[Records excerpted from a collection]

────

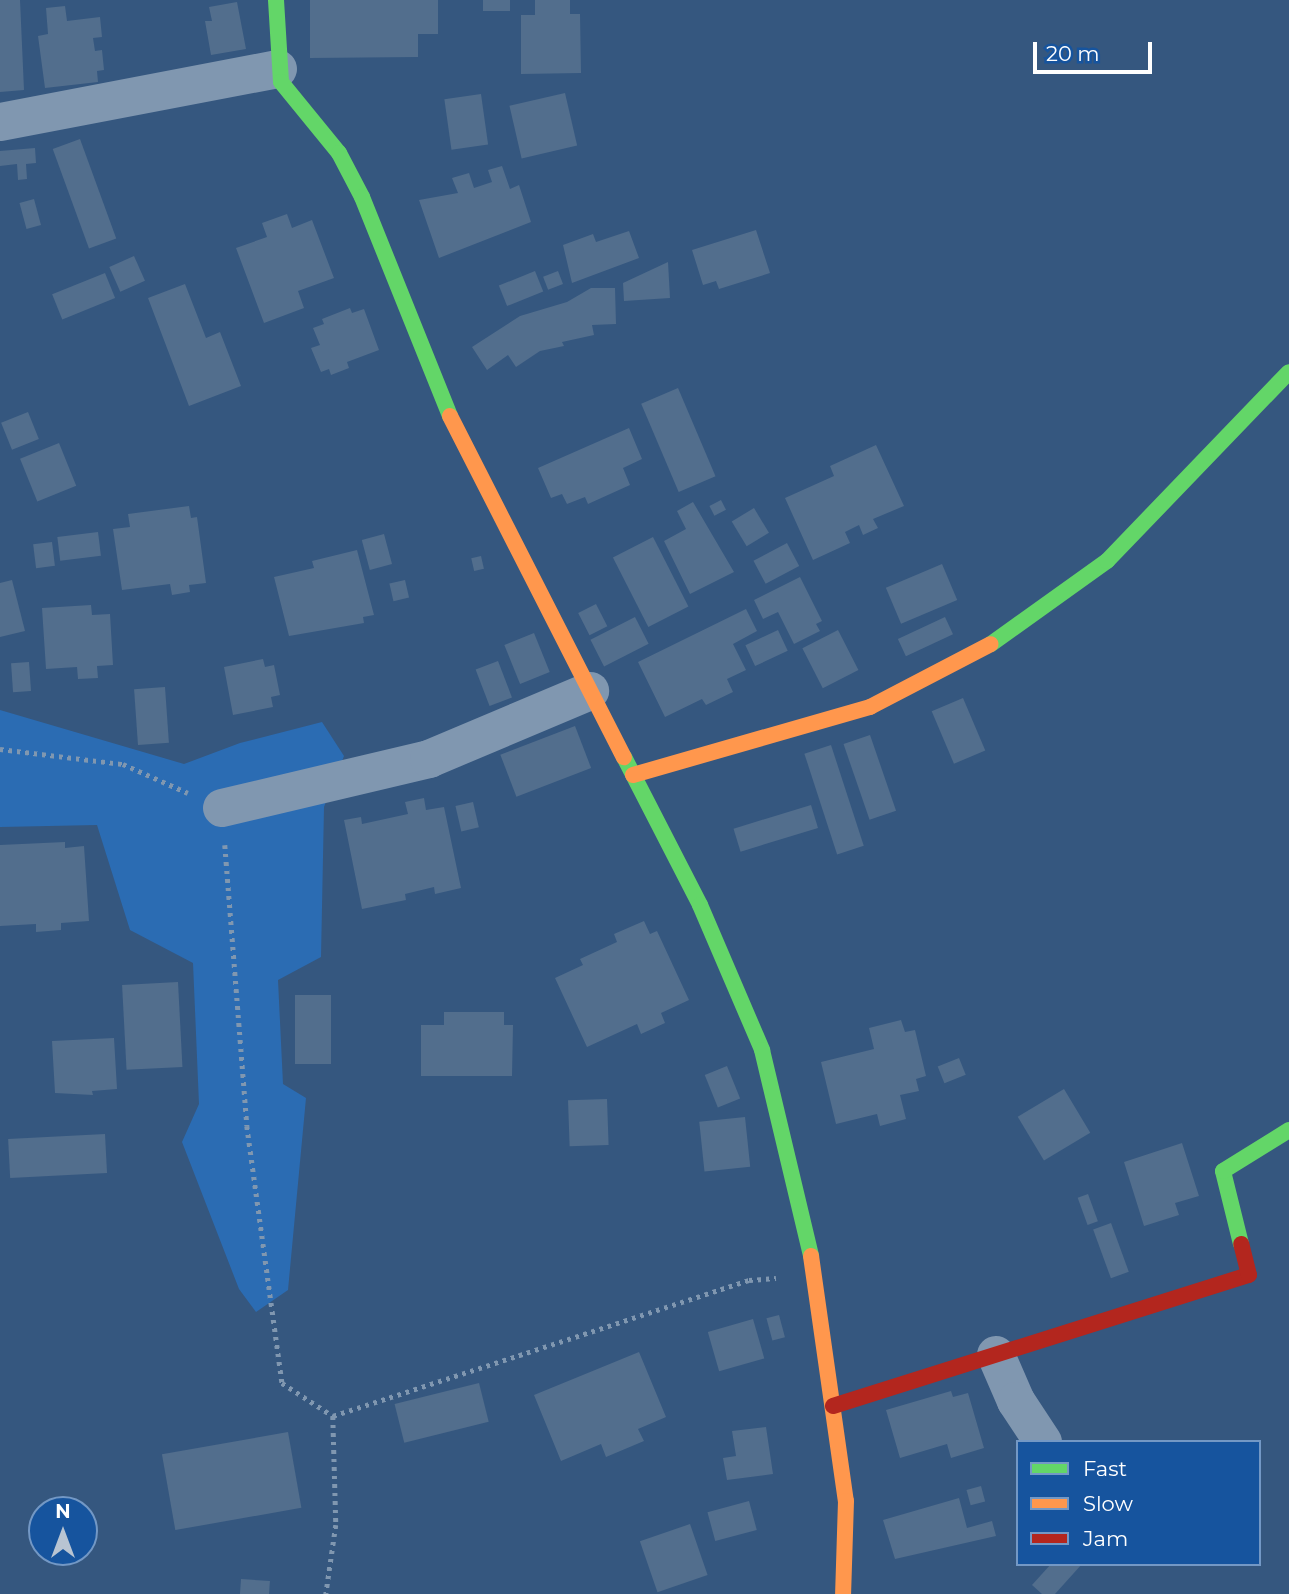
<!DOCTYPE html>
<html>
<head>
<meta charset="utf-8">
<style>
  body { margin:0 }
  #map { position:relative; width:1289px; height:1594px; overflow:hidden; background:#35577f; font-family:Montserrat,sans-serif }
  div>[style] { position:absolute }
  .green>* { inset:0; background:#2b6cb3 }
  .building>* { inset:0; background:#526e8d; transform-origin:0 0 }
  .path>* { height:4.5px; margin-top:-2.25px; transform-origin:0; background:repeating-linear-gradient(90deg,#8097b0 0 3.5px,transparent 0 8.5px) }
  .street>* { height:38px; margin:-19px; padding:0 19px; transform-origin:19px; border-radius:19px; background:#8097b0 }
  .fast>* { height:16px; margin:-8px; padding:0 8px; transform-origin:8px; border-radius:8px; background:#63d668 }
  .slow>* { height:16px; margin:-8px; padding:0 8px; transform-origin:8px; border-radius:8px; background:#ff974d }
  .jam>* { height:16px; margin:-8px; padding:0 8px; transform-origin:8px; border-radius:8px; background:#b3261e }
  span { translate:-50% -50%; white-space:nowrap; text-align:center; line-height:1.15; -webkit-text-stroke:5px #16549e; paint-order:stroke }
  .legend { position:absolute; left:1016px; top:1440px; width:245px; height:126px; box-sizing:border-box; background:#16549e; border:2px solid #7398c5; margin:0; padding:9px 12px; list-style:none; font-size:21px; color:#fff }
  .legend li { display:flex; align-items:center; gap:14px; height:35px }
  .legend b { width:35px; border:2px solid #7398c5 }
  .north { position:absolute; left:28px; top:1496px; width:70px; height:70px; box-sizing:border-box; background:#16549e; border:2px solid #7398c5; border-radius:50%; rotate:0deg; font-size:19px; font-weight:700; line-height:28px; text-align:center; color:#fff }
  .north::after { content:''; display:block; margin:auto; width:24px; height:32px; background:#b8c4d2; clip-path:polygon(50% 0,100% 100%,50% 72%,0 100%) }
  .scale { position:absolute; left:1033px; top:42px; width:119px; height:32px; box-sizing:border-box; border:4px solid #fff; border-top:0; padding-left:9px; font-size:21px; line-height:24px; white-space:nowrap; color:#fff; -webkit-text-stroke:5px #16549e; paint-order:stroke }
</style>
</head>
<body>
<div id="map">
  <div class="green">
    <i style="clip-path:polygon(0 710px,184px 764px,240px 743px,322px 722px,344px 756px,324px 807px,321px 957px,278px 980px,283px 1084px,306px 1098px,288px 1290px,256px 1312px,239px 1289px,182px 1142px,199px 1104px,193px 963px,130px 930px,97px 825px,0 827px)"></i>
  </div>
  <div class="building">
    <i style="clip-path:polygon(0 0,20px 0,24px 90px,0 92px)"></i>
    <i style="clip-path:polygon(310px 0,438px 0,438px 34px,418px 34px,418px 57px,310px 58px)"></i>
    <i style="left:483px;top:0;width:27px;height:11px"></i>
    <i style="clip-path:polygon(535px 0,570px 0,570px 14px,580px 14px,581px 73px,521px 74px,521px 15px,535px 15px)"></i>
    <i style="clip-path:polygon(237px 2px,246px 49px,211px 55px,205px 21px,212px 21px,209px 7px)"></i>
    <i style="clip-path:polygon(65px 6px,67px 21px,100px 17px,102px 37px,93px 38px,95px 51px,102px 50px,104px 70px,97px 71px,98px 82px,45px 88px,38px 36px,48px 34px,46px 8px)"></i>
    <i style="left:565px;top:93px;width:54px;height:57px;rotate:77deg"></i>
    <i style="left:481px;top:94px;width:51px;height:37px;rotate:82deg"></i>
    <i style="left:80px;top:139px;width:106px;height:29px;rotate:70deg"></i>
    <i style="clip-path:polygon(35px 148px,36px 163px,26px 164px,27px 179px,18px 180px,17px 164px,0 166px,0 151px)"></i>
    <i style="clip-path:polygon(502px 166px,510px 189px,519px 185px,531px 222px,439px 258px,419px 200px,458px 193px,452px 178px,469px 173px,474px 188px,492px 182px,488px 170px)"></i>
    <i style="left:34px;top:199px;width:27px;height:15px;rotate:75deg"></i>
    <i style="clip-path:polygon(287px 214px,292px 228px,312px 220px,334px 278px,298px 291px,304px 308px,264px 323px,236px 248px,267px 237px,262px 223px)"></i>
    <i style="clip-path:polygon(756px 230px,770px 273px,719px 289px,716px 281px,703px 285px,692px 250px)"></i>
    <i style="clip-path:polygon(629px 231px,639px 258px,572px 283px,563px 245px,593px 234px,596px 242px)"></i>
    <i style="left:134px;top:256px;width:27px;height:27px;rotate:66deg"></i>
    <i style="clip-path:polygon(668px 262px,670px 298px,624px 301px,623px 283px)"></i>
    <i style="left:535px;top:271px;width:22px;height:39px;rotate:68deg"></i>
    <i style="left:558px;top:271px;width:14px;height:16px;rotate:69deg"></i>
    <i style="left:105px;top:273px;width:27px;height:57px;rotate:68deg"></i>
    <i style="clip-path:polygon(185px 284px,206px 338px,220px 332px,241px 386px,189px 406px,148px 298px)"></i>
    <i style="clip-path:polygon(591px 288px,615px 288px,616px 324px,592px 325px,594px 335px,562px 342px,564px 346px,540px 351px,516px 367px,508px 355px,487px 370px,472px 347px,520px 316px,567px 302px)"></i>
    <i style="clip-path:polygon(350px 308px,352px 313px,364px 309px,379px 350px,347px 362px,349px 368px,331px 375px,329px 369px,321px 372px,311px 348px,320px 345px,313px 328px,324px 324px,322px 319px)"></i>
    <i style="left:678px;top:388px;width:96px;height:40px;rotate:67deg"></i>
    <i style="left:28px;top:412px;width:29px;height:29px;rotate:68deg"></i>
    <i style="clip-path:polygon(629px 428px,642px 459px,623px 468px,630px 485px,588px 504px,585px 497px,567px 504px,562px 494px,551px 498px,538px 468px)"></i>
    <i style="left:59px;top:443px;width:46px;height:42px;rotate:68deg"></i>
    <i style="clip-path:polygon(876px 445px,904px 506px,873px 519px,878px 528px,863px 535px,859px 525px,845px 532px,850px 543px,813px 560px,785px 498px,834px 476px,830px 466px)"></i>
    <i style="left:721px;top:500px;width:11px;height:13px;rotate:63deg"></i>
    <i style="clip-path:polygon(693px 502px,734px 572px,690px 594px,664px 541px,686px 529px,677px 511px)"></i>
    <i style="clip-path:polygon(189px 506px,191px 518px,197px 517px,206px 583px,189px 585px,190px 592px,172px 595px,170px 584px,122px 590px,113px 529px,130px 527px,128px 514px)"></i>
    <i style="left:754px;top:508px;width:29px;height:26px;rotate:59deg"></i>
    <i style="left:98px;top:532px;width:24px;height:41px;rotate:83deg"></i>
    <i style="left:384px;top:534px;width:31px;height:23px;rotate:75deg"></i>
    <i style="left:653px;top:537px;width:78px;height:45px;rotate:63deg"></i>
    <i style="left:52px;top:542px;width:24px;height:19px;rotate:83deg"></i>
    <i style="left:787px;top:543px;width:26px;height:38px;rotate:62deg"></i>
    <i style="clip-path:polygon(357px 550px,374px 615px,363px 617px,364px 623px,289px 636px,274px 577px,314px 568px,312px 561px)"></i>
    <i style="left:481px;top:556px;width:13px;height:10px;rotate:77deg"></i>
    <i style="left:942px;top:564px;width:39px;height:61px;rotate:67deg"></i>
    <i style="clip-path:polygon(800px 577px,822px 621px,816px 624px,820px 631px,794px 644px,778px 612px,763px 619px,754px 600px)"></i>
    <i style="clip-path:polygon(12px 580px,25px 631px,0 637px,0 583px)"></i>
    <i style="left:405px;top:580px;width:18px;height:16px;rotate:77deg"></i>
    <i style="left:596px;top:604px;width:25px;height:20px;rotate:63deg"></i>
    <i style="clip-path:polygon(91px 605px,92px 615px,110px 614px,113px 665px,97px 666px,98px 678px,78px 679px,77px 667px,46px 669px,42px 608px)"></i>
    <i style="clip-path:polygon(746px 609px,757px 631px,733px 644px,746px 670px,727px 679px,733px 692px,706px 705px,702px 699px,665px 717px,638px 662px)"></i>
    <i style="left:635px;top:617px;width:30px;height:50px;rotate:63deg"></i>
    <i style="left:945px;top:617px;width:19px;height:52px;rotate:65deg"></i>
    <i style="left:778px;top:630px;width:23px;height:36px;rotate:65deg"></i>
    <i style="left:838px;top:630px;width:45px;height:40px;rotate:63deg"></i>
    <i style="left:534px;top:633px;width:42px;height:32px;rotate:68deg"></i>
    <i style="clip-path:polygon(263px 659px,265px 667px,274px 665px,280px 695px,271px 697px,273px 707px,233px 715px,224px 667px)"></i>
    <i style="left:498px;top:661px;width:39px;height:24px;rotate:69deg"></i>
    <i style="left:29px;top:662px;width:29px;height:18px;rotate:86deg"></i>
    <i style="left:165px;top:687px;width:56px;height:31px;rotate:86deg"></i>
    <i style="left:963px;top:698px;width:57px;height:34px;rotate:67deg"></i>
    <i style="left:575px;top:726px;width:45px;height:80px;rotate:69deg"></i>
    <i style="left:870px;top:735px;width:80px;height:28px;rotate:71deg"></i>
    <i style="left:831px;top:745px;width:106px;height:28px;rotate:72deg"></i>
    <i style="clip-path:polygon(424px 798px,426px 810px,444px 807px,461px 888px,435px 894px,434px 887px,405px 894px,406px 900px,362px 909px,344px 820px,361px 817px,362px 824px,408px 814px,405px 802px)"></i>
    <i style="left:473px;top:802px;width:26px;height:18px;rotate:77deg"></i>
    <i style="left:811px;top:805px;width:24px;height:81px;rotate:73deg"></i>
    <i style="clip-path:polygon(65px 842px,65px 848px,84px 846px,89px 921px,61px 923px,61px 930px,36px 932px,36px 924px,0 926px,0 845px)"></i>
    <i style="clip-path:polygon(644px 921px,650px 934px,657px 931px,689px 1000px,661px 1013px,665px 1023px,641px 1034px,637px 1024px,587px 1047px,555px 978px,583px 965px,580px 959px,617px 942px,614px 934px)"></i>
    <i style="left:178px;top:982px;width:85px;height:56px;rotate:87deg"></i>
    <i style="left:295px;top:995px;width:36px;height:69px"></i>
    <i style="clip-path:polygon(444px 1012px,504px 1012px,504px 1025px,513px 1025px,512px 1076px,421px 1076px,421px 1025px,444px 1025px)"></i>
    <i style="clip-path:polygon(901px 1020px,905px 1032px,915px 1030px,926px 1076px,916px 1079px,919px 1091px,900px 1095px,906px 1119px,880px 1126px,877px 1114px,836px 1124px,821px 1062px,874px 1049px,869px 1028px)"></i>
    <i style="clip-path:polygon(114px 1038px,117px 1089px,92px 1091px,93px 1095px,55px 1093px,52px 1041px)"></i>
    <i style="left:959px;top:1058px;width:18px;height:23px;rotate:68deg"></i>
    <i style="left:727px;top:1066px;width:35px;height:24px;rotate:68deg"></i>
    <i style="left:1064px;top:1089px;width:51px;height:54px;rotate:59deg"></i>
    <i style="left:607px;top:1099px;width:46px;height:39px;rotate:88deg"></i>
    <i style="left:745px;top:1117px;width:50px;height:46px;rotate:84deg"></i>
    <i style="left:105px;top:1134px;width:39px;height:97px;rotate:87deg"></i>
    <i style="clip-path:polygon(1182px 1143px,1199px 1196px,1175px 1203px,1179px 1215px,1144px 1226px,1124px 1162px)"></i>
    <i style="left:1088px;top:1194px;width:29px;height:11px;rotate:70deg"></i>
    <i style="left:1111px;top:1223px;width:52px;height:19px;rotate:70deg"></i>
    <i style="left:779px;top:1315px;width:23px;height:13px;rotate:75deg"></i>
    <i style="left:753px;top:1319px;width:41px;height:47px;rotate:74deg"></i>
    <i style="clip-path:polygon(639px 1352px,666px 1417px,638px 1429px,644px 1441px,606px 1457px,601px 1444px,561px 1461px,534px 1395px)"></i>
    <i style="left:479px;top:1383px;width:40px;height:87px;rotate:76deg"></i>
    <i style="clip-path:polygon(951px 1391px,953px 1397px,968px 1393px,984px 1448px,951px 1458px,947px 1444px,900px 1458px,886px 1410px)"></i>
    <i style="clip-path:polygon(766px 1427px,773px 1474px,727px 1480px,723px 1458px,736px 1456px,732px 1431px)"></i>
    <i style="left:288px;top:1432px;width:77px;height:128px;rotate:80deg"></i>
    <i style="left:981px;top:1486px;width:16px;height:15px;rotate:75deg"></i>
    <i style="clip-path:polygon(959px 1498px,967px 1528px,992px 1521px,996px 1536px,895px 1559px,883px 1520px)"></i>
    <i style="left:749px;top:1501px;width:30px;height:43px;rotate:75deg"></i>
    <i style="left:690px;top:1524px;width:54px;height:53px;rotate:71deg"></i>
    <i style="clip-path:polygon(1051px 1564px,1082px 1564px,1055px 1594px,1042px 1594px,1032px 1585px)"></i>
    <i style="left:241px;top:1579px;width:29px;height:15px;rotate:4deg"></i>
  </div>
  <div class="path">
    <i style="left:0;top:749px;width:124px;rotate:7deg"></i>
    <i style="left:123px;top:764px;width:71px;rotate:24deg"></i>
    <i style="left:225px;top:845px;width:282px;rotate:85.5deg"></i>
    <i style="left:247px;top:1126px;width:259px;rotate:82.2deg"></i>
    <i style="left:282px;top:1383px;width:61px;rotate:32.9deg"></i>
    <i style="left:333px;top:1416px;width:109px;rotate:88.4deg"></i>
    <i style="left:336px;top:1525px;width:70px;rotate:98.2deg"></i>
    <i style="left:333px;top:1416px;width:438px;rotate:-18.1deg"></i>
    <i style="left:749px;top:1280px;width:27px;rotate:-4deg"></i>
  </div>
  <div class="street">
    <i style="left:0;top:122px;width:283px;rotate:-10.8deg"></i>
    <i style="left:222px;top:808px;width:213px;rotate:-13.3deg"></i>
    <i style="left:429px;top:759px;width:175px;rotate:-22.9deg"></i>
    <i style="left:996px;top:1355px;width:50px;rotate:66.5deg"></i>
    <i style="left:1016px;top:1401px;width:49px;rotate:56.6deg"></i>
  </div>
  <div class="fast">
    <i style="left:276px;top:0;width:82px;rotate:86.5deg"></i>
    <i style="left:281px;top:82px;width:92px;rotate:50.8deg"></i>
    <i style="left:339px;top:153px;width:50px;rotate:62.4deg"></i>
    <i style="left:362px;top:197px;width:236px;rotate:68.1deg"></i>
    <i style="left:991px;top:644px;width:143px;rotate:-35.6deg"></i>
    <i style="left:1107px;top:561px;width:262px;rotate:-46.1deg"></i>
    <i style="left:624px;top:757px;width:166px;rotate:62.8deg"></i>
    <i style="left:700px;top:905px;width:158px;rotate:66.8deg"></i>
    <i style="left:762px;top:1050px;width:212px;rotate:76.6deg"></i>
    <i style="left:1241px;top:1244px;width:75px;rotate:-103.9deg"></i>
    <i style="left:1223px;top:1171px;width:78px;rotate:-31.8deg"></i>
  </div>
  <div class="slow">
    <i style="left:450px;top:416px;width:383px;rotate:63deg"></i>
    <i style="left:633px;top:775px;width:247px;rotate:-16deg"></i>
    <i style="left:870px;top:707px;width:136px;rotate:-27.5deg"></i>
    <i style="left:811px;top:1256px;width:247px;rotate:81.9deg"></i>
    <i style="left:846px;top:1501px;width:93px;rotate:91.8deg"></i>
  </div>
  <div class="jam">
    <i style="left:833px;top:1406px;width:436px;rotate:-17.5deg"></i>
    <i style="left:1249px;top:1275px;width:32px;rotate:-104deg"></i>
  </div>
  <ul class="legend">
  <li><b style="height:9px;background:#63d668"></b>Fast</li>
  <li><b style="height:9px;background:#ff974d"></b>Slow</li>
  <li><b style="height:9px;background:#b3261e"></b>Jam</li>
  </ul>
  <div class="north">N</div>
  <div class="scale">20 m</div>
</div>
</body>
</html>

────

Find "inset:0; background:#526e8d; transform-origin:0" in the entries above and copy that whole line exactly, then each line after it through the line that contains "height:4.5px; margin-top:-2.25px; transform-origin:0;".

RESPONSE –
  .building>* { inset:0; background:#526e8d; transform-origin:0 0 }
  .path>* { height:4.5px; margin-top:-2.25px; transform-origin:0; background:repeating-linear-gradient(90deg,#8097b0 0 3.5px,transparent 0 8.5px) }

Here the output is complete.